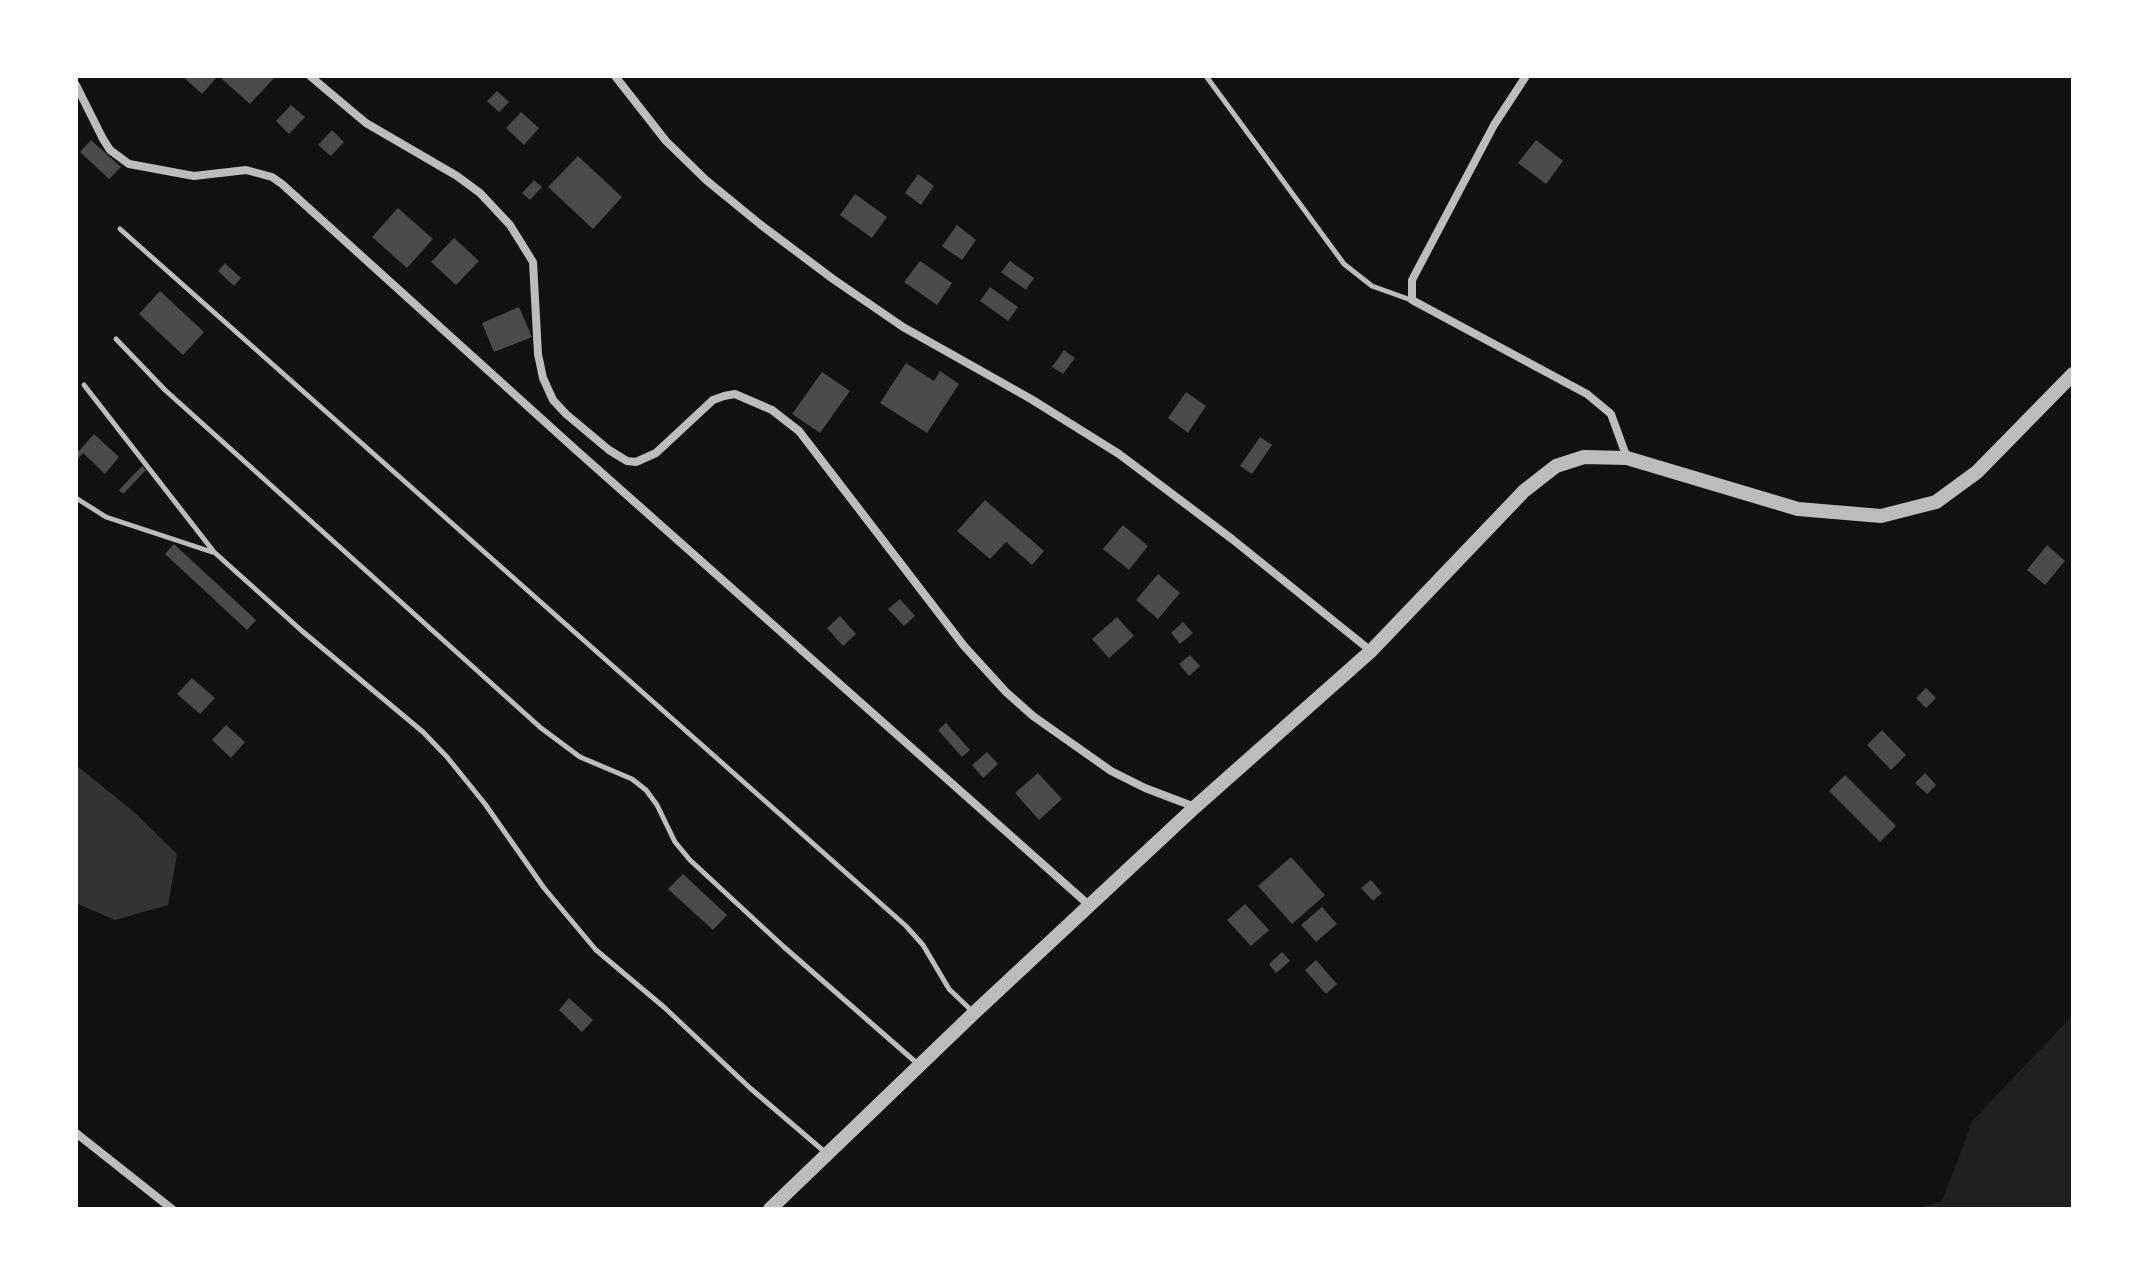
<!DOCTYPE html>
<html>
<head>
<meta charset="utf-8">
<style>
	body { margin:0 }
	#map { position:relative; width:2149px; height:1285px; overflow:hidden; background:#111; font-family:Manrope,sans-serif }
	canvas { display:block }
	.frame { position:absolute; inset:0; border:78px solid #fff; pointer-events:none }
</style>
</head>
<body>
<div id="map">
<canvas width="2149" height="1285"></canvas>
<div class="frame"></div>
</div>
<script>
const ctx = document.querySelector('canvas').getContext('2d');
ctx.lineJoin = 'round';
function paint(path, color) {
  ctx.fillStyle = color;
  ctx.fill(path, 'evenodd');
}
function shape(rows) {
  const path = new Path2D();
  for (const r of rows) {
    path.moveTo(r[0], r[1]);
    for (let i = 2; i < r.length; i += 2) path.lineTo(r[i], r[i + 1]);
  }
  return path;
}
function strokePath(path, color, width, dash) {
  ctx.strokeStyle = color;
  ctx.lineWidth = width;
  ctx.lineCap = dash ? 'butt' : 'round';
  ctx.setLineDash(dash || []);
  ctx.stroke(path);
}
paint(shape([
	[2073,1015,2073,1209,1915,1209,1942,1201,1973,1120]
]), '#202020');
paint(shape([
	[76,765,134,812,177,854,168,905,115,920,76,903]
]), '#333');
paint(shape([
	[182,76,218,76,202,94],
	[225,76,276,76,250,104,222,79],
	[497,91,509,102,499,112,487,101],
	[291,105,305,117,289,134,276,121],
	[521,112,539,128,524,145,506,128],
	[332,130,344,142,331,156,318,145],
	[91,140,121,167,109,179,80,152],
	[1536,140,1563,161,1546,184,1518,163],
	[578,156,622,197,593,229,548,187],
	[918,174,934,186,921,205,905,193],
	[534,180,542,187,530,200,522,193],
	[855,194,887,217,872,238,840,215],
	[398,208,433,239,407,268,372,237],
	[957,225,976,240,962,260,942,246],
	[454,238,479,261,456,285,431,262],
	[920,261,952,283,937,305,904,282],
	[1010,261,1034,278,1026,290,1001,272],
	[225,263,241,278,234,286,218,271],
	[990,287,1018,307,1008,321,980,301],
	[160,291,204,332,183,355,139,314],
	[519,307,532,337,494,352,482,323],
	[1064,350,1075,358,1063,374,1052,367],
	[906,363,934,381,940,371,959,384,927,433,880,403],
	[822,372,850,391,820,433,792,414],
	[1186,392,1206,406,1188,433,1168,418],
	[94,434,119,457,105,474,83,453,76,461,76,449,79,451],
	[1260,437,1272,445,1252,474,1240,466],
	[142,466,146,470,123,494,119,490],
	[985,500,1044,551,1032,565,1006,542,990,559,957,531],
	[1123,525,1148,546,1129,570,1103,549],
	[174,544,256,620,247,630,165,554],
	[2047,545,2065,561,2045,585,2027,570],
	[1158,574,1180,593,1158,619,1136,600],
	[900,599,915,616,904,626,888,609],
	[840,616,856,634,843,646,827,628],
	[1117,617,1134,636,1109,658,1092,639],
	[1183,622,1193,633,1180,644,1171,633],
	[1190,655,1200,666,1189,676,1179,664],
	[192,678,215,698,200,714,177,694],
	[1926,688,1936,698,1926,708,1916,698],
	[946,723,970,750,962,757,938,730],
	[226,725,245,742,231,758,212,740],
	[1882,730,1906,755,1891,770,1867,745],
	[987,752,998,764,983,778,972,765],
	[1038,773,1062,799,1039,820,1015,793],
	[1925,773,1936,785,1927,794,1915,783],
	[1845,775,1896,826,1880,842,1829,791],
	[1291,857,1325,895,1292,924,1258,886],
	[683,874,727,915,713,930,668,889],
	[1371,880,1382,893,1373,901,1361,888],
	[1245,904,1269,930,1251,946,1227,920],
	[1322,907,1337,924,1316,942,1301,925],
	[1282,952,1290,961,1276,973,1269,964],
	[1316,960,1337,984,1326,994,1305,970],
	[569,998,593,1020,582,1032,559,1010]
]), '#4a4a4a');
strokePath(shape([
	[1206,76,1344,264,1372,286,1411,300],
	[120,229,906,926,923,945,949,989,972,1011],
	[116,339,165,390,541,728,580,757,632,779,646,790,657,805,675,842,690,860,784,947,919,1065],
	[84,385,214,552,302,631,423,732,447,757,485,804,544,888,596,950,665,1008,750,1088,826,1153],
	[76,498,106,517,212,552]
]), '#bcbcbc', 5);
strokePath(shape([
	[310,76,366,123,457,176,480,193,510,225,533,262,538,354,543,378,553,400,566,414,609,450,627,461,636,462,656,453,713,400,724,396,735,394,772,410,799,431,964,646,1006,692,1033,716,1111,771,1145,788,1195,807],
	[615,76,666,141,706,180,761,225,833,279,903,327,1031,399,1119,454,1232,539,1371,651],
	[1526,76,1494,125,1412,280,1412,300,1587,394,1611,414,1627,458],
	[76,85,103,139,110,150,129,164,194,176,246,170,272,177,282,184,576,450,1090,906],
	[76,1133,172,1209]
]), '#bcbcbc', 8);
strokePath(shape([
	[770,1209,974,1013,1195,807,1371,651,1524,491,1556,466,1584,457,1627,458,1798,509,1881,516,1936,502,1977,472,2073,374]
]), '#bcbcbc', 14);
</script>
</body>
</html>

* **PROBLEM TO SOLVE**:
Whenever "dash" occurs in a line above, copy that line.

* **TASK RESULT**:
function strokePath(path, color, width, dash) {
  ctx.lineCap = dash ? 'butt' : 'round';
  ctx.setLineDash(dash || []);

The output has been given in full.